Recorded information:

---------------

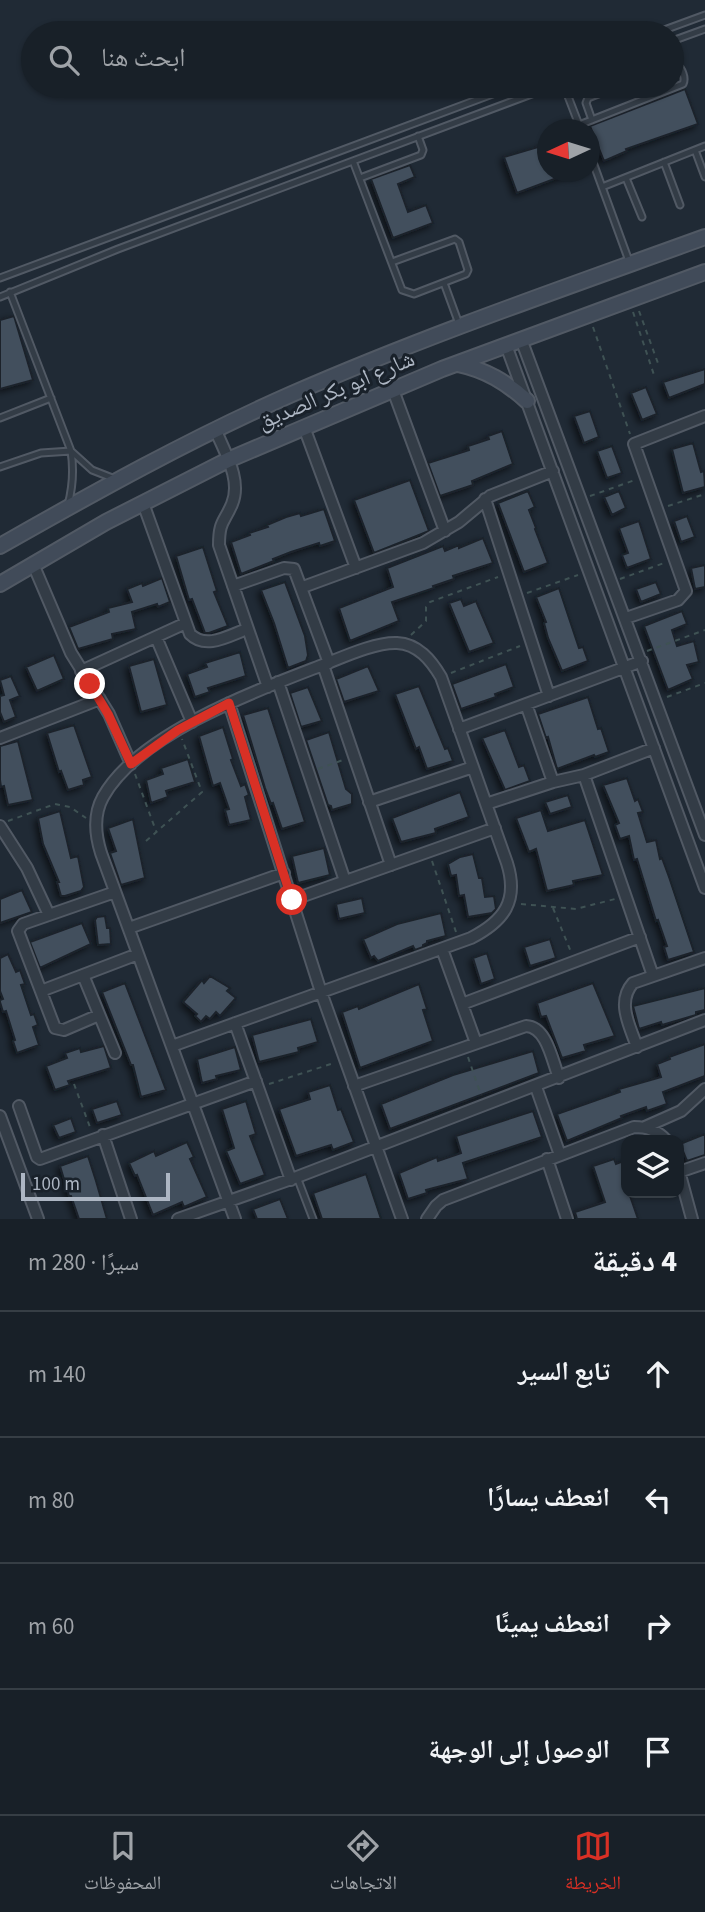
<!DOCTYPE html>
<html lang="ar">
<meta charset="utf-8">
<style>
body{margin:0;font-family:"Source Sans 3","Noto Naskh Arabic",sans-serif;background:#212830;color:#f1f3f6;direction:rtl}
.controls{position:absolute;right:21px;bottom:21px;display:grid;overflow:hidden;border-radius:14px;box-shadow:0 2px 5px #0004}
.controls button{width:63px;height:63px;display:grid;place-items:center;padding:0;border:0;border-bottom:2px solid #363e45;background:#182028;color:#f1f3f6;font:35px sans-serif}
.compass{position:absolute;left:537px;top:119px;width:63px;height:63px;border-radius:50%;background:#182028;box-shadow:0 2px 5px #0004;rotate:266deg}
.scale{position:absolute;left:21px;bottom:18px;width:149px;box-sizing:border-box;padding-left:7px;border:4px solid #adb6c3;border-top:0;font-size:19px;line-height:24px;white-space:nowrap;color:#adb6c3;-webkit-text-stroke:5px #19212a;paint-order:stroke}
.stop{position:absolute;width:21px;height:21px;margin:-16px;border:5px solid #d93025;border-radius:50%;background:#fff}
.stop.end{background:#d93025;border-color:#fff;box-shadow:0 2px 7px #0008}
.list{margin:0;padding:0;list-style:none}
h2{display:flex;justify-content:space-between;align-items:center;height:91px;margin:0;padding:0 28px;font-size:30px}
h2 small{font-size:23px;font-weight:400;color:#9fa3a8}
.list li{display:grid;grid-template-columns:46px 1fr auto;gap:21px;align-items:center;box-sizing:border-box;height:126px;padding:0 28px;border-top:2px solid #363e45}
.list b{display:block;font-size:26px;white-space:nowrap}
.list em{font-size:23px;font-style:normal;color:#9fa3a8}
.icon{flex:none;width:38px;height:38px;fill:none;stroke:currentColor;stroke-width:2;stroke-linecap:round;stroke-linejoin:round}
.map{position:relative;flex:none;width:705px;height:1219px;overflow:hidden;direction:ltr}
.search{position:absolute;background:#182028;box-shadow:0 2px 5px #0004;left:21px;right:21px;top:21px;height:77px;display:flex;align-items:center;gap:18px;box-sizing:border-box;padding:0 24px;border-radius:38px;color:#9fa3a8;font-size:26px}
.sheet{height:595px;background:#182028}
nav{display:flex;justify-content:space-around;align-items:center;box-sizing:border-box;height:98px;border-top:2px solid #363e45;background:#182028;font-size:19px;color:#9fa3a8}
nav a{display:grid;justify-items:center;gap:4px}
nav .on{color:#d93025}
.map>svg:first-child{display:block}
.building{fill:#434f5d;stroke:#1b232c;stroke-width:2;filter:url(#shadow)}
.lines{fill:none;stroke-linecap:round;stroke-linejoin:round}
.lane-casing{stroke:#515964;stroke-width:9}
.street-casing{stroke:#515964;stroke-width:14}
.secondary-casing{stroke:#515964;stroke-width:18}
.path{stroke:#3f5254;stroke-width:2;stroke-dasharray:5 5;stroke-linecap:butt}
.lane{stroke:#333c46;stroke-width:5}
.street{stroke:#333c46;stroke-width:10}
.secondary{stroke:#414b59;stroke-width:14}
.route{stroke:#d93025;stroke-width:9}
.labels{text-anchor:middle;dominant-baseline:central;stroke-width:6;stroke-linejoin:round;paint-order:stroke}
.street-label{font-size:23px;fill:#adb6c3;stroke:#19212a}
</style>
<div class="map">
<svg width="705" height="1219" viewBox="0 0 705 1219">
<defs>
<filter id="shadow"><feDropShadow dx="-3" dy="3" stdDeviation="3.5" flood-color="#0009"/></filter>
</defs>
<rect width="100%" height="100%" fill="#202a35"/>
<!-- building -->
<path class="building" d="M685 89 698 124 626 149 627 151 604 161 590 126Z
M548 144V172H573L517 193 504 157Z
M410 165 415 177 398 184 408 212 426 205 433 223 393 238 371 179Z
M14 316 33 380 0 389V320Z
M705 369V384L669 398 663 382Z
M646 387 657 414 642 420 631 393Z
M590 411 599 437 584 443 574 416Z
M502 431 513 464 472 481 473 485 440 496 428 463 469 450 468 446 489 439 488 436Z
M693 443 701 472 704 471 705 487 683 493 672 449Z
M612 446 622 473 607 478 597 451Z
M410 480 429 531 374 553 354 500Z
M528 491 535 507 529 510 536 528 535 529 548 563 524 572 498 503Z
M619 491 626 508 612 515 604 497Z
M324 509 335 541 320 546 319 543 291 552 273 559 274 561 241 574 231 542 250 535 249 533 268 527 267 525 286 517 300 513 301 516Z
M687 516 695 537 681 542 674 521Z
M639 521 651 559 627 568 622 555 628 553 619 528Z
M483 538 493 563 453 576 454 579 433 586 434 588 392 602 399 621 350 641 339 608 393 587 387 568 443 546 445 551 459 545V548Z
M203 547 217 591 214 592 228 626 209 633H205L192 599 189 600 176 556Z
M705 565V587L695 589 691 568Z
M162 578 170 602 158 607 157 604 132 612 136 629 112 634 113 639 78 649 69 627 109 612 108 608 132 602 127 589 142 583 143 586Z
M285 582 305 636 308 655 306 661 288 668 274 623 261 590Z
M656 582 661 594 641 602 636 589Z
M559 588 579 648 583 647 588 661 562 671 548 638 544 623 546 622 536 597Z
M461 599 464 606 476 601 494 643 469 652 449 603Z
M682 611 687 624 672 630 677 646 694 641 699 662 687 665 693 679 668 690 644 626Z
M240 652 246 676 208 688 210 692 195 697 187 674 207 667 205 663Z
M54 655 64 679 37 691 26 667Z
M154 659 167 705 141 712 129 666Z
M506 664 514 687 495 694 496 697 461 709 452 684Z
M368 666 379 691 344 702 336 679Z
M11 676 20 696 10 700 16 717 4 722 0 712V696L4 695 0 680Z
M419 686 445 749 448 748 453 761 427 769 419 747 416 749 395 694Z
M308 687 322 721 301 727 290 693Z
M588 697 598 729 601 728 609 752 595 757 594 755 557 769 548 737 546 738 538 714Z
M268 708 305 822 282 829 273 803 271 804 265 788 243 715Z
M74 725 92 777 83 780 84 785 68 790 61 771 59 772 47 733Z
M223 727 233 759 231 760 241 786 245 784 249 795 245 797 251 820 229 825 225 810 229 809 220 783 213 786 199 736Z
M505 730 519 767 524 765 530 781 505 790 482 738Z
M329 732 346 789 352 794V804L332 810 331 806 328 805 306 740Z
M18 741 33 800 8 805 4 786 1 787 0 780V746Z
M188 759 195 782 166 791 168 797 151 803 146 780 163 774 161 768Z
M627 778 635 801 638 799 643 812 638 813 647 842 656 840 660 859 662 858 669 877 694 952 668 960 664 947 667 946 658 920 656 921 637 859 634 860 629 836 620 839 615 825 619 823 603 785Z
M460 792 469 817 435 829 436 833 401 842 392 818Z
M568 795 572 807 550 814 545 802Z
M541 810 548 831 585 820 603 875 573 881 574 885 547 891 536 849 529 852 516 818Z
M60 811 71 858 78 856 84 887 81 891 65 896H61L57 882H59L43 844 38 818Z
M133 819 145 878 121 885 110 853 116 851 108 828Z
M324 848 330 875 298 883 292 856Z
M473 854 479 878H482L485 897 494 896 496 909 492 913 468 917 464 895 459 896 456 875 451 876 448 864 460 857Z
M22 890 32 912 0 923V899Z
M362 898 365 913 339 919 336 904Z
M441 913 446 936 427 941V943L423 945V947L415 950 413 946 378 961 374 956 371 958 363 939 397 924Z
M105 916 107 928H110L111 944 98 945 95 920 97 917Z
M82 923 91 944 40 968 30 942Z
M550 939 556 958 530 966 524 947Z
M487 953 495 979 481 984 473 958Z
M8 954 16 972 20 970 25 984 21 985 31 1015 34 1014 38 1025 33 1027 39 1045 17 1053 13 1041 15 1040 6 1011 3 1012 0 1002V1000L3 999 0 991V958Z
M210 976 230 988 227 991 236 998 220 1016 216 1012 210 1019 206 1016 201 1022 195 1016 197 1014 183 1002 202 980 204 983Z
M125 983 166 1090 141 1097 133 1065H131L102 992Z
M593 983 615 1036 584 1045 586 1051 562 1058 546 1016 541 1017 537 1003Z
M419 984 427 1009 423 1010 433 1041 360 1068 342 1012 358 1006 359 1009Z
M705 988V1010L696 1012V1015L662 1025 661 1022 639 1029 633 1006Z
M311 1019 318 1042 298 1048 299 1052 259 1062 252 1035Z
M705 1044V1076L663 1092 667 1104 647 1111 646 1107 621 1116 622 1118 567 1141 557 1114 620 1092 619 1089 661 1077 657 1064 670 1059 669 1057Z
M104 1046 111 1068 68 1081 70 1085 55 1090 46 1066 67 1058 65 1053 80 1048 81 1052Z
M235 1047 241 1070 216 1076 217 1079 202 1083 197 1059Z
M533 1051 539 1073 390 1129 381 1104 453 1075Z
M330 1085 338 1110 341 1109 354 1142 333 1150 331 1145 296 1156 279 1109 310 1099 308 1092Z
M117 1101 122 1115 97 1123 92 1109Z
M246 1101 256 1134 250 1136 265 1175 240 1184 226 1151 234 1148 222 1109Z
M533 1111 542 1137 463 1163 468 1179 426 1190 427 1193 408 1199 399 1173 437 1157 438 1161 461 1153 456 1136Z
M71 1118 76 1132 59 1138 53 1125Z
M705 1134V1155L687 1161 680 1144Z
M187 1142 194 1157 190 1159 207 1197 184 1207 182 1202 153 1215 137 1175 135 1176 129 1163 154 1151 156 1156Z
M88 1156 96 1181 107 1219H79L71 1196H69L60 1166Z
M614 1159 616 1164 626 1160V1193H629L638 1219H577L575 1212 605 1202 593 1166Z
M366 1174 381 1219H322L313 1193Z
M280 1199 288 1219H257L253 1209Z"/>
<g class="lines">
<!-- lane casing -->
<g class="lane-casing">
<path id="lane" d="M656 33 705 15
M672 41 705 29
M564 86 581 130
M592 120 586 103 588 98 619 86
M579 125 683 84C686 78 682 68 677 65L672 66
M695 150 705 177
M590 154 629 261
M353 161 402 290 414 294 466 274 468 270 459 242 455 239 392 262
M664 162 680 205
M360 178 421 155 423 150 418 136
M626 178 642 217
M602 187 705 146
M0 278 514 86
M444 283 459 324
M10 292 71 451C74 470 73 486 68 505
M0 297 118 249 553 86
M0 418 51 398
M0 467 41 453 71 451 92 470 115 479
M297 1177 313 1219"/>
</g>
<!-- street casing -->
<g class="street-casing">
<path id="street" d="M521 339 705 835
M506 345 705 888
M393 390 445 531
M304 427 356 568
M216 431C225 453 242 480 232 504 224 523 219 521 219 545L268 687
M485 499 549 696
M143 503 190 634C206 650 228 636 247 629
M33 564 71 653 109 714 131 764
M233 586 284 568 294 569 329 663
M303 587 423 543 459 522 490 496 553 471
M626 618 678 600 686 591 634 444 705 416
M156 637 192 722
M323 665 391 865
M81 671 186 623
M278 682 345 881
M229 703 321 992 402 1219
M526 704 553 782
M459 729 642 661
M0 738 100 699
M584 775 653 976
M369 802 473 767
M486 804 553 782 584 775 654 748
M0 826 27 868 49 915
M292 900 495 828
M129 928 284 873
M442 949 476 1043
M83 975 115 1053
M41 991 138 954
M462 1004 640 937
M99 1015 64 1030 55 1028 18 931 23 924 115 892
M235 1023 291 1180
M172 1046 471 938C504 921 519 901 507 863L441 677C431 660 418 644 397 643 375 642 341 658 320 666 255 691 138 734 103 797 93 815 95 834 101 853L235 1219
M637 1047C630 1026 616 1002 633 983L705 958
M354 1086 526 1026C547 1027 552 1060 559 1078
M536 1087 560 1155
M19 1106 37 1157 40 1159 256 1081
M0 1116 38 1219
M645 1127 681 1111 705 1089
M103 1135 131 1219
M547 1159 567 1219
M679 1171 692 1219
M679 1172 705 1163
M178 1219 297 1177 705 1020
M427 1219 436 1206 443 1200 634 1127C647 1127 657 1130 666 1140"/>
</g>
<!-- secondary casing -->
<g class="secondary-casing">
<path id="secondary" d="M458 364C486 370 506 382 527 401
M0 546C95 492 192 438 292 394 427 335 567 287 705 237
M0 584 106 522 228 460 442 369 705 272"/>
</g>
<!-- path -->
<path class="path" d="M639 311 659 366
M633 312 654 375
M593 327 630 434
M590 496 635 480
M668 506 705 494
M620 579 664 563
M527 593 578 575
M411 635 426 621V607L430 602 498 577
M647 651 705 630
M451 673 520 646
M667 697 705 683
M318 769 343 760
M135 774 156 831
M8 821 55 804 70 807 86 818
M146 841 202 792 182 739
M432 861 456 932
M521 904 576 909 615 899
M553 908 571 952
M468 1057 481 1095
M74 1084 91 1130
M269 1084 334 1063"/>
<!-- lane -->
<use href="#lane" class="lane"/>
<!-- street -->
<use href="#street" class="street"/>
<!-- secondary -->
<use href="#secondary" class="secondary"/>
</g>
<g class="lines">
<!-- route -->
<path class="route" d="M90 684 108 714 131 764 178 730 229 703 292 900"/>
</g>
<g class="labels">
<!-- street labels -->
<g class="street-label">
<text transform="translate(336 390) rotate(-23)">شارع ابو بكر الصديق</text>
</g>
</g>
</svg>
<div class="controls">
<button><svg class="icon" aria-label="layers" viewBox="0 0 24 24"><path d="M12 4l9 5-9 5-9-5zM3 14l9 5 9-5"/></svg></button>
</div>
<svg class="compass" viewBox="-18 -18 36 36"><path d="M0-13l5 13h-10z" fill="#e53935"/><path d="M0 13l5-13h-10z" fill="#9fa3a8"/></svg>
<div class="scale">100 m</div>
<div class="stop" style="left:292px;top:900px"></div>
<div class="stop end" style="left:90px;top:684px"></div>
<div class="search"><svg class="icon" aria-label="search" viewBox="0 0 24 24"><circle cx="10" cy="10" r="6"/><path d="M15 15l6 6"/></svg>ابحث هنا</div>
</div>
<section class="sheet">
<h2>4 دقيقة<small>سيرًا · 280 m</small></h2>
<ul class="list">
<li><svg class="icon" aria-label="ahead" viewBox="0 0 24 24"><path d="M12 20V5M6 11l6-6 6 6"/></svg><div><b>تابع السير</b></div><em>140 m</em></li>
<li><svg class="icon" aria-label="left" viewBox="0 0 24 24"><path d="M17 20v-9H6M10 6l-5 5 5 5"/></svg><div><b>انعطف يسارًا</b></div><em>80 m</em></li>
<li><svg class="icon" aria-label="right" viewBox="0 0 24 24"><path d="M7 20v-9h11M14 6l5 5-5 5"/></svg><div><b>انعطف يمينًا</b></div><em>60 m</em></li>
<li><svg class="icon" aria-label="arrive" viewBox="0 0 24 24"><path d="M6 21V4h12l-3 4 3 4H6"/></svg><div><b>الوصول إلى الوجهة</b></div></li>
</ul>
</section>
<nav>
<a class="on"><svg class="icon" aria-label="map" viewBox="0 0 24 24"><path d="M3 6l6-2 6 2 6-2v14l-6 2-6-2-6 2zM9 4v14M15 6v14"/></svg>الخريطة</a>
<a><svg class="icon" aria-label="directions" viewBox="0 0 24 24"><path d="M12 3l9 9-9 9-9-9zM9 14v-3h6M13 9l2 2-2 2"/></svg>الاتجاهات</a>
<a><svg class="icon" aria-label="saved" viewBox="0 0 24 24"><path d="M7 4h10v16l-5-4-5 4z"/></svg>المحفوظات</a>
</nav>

---------------

Your objective: In the data above, retype exactly and only the lines between the one holding "M88 1156 96" and the one holding "M292 900 495 828", inclusive.

Exercise solution:
M88 1156 96 1181 107 1219H79L71 1196H69L60 1166Z
M614 1159 616 1164 626 1160V1193H629L638 1219H577L575 1212 605 1202 593 1166Z
M366 1174 381 1219H322L313 1193Z
M280 1199 288 1219H257L253 1209Z"/>
<g class="lines">
<!-- lane casing -->
<g class="lane-casing">
<path id="lane" d="M656 33 705 15
M672 41 705 29
M564 86 581 130
M592 120 586 103 588 98 619 86
M579 125 683 84C686 78 682 68 677 65L672 66
M695 150 705 177
M590 154 629 261
M353 161 402 290 414 294 466 274 468 270 459 242 455 239 392 262
M664 162 680 205
M360 178 421 155 423 150 418 136
M626 178 642 217
M602 187 705 146
M0 278 514 86
M444 283 459 324
M10 292 71 451C74 470 73 486 68 505
M0 297 118 249 553 86
M0 418 51 398
M0 467 41 453 71 451 92 470 115 479
M297 1177 313 1219"/>
</g>
<!-- street casing -->
<g class="street-casing">
<path id="street" d="M521 339 705 835
M506 345 705 888
M393 390 445 531
M304 427 356 568
M216 431C225 453 242 480 232 504 224 523 219 521 219 545L268 687
M485 499 549 696
M143 503 190 634C206 650 228 636 247 629
M33 564 71 653 109 714 131 764
M233 586 284 568 294 569 329 663
M303 587 423 543 459 522 490 496 553 471
M626 618 678 600 686 591 634 444 705 416
M156 637 192 722
M323 665 391 865
M81 671 186 623
M278 682 345 881
M229 703 321 992 402 1219
M526 704 553 782
M459 729 642 661
M0 738 100 699
M584 775 653 976
M369 802 473 767
M486 804 553 782 584 775 654 748
M0 826 27 868 49 915
M292 900 495 828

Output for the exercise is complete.